第16話 帝国軍

 帝国軍は莫大な損害に構わず全戦線で力押しで国防軍を攻めている。攻撃の度に大隊丸ごとすり潰されるような損害を出しているが構わず正面から突撃する。


 これは司令官が云々より帝国軍の教義に基づくものであった。


 帝国軍は巨大で、ゆえに広正面戦略のような数にたのむ作戦を展開する。


 全戦線にわたり消耗戦を仕掛け、敵が予備兵力まで使い果たすまで追い詰め、最後には瓦解させる。


 自分達の数の優位で敵を擦り潰す。例え敵兵1人を殺すのに帝国兵3人が死んだとして、先に敵が死に絶えればそれで良いのだ。


 絶え間無い攻撃を敵に繰り出す事こそ帝国軍において最重要の教義であり、だからこそ帝国軍は数を活かすことに長けていた。


 後方、例えば工場から最前線まで盤石な補給線を築き兵士から物資までありとあらゆる物を不足なく届ける。

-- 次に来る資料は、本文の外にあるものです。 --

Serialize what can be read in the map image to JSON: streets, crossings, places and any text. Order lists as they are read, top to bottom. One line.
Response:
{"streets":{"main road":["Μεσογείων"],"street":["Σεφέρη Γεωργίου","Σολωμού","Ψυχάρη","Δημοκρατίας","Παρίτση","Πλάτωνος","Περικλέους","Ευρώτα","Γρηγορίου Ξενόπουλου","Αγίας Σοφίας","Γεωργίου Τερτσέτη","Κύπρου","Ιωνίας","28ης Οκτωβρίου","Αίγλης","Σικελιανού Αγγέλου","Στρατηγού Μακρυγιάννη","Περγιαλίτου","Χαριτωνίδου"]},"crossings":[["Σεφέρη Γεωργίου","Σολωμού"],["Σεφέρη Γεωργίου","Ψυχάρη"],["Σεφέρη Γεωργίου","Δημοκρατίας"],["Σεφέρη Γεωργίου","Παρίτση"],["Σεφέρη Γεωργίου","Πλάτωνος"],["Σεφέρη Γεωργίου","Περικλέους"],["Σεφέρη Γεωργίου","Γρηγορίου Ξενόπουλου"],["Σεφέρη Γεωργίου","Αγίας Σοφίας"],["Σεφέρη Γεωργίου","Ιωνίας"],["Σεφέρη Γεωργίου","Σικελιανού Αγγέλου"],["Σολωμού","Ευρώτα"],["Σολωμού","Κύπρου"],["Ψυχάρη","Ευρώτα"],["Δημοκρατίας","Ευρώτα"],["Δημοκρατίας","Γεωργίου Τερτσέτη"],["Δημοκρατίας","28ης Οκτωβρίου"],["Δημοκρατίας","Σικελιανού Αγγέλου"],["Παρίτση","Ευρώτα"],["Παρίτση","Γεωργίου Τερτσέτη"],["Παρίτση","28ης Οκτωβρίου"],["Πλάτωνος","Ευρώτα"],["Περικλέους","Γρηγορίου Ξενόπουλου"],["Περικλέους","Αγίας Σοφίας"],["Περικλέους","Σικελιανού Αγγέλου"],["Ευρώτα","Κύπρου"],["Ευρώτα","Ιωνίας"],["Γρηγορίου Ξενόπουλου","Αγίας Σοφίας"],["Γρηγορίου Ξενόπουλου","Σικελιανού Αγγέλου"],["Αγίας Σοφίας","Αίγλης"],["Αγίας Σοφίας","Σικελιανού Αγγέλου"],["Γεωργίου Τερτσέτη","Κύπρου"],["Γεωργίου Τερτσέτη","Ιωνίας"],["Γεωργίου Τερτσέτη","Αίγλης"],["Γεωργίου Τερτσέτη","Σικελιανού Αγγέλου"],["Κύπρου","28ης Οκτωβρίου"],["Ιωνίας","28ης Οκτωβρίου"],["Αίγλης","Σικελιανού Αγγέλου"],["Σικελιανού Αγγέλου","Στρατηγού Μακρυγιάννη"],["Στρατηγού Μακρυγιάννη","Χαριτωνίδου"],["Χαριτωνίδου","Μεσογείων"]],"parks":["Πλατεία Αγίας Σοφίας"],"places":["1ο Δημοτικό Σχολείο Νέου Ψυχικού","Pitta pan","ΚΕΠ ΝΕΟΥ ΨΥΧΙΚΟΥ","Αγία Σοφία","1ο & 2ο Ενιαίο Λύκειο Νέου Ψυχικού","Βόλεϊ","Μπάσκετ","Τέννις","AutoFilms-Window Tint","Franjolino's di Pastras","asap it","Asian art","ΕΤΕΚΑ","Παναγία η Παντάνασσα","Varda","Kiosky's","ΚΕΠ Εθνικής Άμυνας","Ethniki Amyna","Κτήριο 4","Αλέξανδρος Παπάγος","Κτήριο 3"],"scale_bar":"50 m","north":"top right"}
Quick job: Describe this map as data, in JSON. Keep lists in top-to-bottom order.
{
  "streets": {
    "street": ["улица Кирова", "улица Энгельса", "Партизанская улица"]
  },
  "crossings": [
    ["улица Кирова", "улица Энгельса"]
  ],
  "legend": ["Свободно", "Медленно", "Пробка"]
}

 帝国軍一番の得意技は補給のマネジメントだった。無謀に近い攻撃でも平然と行うのはこうした、盤石な補給を受けられるからだ。


 また数に恃まざるをえない事情もあった。膨大な兵員を揃えるということはそれだけ教育リソースも、また兵器も必要という事。


 兵器はともかく、教育については帝国軍の弱点だった。物量を軸にする以上まずは数を揃えなければならない。


 特に戦時に於いては教育すべき兵の数も莫大になる。結果として、軍隊において手足となる兵卒は周到な訓練は望めず、概して低練度だった。


 兵隊としては未熟な帝国兵だが、1つ大きな強みがあった。


 それは精神力。全体主義が帝国を覆ってから40年は経ち、軍務に最適の若者は祖国と総統への忠義に満ちていた。


 祖国へ、総統へ殉じることこそ最上の名誉と心得る。だからこそ無茶無謀、戦死必定の突撃にも嬉々として従う。絶望的な防衛戦でも降伏は決してせず、弾が尽きればナイフや銃剣、円匙えんぴ等近接武器で戦う。


 戦死を恐れぬ屈強な精神を備えた兵隊が猪突猛進し、それが延々と続く。これが帝国軍の真髄だった。